* [Dataset records]
■ ■ ■

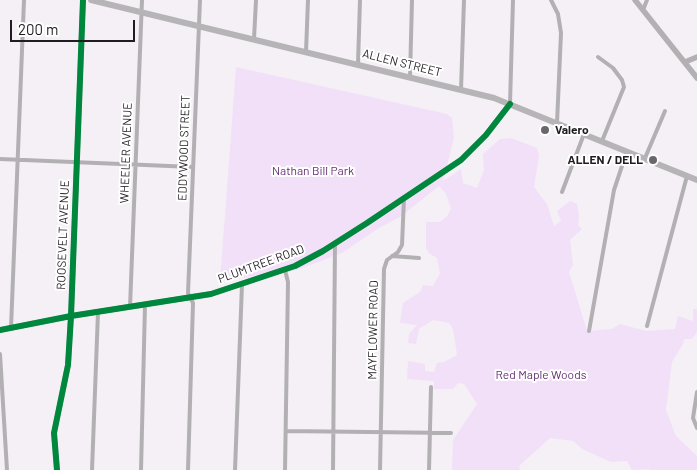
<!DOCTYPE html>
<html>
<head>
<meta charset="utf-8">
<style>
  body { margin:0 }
  #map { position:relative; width:697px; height:470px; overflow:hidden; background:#f4f0f6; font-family:Barlow,sans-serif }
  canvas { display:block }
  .scale { position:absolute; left:10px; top:20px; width:125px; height:22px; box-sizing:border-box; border:2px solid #201d21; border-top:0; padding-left:6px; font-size:15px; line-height:18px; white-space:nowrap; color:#201d21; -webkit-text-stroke:4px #fff; paint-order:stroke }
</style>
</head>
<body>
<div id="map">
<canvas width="697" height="470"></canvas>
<div class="scale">200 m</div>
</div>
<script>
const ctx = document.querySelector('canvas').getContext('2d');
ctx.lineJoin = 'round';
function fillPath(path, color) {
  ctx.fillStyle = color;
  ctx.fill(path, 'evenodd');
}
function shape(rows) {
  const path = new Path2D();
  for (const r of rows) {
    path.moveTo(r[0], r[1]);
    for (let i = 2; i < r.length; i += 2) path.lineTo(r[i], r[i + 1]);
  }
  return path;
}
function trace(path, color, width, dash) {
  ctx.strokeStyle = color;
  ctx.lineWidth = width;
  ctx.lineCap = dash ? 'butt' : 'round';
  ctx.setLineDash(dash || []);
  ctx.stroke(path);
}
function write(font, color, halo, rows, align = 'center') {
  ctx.font = font + ' Barlow,sans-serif';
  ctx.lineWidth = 4;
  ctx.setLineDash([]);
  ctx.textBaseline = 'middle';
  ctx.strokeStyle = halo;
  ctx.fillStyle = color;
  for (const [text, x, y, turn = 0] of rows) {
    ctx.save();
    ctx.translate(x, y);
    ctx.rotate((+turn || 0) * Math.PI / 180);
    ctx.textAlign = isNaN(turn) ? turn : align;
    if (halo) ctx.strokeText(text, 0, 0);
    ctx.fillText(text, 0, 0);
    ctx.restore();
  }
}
const green = shape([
  [236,67,447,114,452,118,454,138,443,181,461,169,463,183,477,188,484,170,483,154,500,139,511,138,537,148,539,156,534,187,547,204,554,226,561,221,557,211,570,201,577,204,579,215,578,225,582,229,570,240,573,265,569,272,587,331,612,329,620,324,646,331,675,329,678,316,693,321,693,309,697,309,697,332,692,339,684,339,683,344,672,362,666,410,676,436,697,456,697,470,649,470,649,469,632,470,627,461,611,462,582,449,573,441,550,438,519,466,520,470,452,470,453,440,477,404,464,384,458,383,453,389,434,389,434,381,407,379,408,361,425,364,425,371,434,372,437,363,444,362,457,355,453,329,449,323,433,320,419,329,416,344,408,343,409,334,417,325,400,323,403,303,420,292,423,285,433,286,440,273,437,258,430,254,426,248,426,222,440,222,447,216,451,209,446,194,439,186,400,217,379,228,342,253,297,270,220,281]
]);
const street = shape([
  [551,0,558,14,561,33,557,123],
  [643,10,647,0],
  [254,39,256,0],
  [306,52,308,0],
  [598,57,613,68,622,80,624,87,602,141],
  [358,64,360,0],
  [410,77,412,0],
  [461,90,464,0],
  [510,104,513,0],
  [645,158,665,111],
  [0,159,193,167],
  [562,192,584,134],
  [392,256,419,258],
  [285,270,288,282,285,470],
  [130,307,142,0],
  [647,326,687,176],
  [11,328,24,0],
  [589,331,614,190,627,151],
  [0,354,7,470],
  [697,392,693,418,697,428],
  [286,431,451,433],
  [92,470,98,312],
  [141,470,145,304],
  [188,470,193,303,188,293,200,0],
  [235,470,242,284],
  [333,470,335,244],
  [380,470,384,269,387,260,398,252,402,245,404,198],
  [429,470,431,387]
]);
const secondary = shape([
  [635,0,697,78],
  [685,62,697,57],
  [0,330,71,316,211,294,295,266,323,251,367,223,461,160,486,135,510,104],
  [57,470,54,433,68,365,71,316,83,0]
]);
const primary = shape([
  [91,0,494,98,697,180]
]);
const cycleway = shape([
  [0,330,71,316,211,294,295,266,323,251,367,223,461,160,486,135,510,104],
  [57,470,54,433,68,365,71,316,83,0]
]);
const markers = [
  [545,130,5,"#6a676c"],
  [653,160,5,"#6a676c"]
];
const streetNames = [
  ["ALLEN STREET",402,63,14],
  ["EDDYWOOD STREET",184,148,-88],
  ["WHEELER AVENUE",126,153,-88],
  ["ROOSEVELT AVENUE",63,235,-88],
  ["PLUMTREE ROAD",261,264,-20],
  ["MAYFLOWER ROAD",373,330,-89]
];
const poiNames = [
  ["Valero",555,130],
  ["ALLEN / DELL",643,160,"right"]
];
const parkNames = [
  ["Nathan Bill Park",313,171],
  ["Red Maple Woods",541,375]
];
fillPath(green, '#f2e0f9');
trace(street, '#b3b0b4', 4);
trace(secondary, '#b3b0b3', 5.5);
trace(primary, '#b6b4b6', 6);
trace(cycleway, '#00873e', 6);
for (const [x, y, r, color] of markers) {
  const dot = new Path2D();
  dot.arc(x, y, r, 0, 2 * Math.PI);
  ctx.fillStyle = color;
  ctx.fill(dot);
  trace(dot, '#fff', 2);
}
write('12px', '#201d21', '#fff', streetNames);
write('bold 12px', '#201d21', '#fff', poiNames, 'left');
write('12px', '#633073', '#fff', parkNames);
</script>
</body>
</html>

■ ■ ■

* [What you will do] Copy out precisely the lines from the line with "ctx.font = font + ' Barlow,sans-serif';" to the line with "ctx.translate(x, y);" in the material above, including those two lines and omitting all the rest.

* [Answer for this exercise]
  ctx.font = font + ' Barlow,sans-serif';
  ctx.lineWidth = 4;
  ctx.setLineDash([]);
  ctx.textBaseline = 'middle';
  ctx.strokeStyle = halo;
  ctx.fillStyle = color;
  for (const [text, x, y, turn = 0] of rows) {
    ctx.save();
    ctx.translate(x, y);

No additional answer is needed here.